Mathieu Bauer nous invite au cœur du territoire miné de la bureaucratie et de sa tentaculaire administration. Dans cet étourdissant labyrinthe kafkaïen, les silhouettes, les seconds rôles et les figurants deviennent les personnages principaux d’une histoire re-racontée de l’Amérique.
Les élèves du groupe 46 de l’école du Théâtre national de Strasbourg ont embarqué durant leur dernière année d’étude avec Mathieu Bauer et Sylvain Cartigny pour une épopée musicale absurde et abrasive. Ensemble, ils forment l’orchestre vagabond des demandeurs qui occupent les couloirs du grand Théâtre de l’Oklahoma, décor du dernier chapitre de L’Amérique de Kafka.
Leur appétit, leur envie, leur désir de s’emparer de tous les rôles font exploser les assignations et repoussent les murs des salles d’attente où on les confine. L’énergie vitale du groupe nous parvient à travers une myriade de scènes, écrites pour eux par Marion Stenton, également élève dramaturge à l’école du TNS. D’un côté, les mesureurs méticuleux, les gestionnaires et leur sémantique administrative désarmante ; de l’autre, les ventres vides, les accents de l’urgence, le tremblement du trac, les inflexions rageuses de la nécessité.
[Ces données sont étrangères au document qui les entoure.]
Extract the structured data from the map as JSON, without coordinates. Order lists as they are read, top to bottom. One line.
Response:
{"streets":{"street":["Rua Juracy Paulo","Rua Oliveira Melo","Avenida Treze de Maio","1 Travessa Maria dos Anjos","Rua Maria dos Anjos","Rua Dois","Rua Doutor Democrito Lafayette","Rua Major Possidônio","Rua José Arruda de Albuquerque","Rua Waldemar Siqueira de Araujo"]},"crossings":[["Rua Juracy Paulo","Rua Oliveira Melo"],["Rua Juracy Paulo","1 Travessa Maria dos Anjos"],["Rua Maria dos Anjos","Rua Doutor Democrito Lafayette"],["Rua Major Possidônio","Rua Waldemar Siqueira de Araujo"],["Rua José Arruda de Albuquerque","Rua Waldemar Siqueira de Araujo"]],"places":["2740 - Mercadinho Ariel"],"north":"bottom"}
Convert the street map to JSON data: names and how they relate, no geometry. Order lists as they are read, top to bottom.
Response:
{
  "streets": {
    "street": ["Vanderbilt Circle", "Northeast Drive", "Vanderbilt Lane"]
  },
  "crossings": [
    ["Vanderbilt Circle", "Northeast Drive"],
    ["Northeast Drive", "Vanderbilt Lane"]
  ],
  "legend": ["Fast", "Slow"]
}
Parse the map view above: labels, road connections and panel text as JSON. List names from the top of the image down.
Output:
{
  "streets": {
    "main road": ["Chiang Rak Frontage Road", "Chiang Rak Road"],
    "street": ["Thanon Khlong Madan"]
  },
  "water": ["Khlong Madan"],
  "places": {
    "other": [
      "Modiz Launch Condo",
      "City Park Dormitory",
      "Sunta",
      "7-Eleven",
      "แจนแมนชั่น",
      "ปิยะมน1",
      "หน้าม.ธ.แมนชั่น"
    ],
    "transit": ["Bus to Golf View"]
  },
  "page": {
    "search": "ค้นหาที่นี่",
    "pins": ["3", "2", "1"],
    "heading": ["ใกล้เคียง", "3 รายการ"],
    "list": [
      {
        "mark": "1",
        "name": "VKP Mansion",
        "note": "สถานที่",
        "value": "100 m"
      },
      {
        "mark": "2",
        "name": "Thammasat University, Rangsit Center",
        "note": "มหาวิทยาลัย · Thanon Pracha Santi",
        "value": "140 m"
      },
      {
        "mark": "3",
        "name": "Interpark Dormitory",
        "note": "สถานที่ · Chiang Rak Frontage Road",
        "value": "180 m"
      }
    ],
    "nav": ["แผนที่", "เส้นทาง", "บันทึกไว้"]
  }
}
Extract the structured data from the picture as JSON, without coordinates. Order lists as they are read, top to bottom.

L’univers musical de Sylvain Cartigny et de Jean-Philippe Gross ouvre d’autres espaces, d’autres temporalités, pour faire entendre, derrière la joyeuse polyphonie des langues qui se bousculent, dans les interstices et les silences, les appels de détresse des laissés-pour-compte du dreamland américain. Ici, Noël se fête dans un ouragan blanc de papiers. Mais qu’y a-t-il au-delà du formulaire ? La possibilité d’un troc, d’un échange de récits. Une main se tend, appelle, montre, une main donne.
Quand les récits d’adversité occupent la scène, on aperçoit dans un recoin le point de lumière tremblant d’une cigarette partagée, réconfort éphémère mais signe bien réel, rougeoyant, d’une humanité (encore) commune.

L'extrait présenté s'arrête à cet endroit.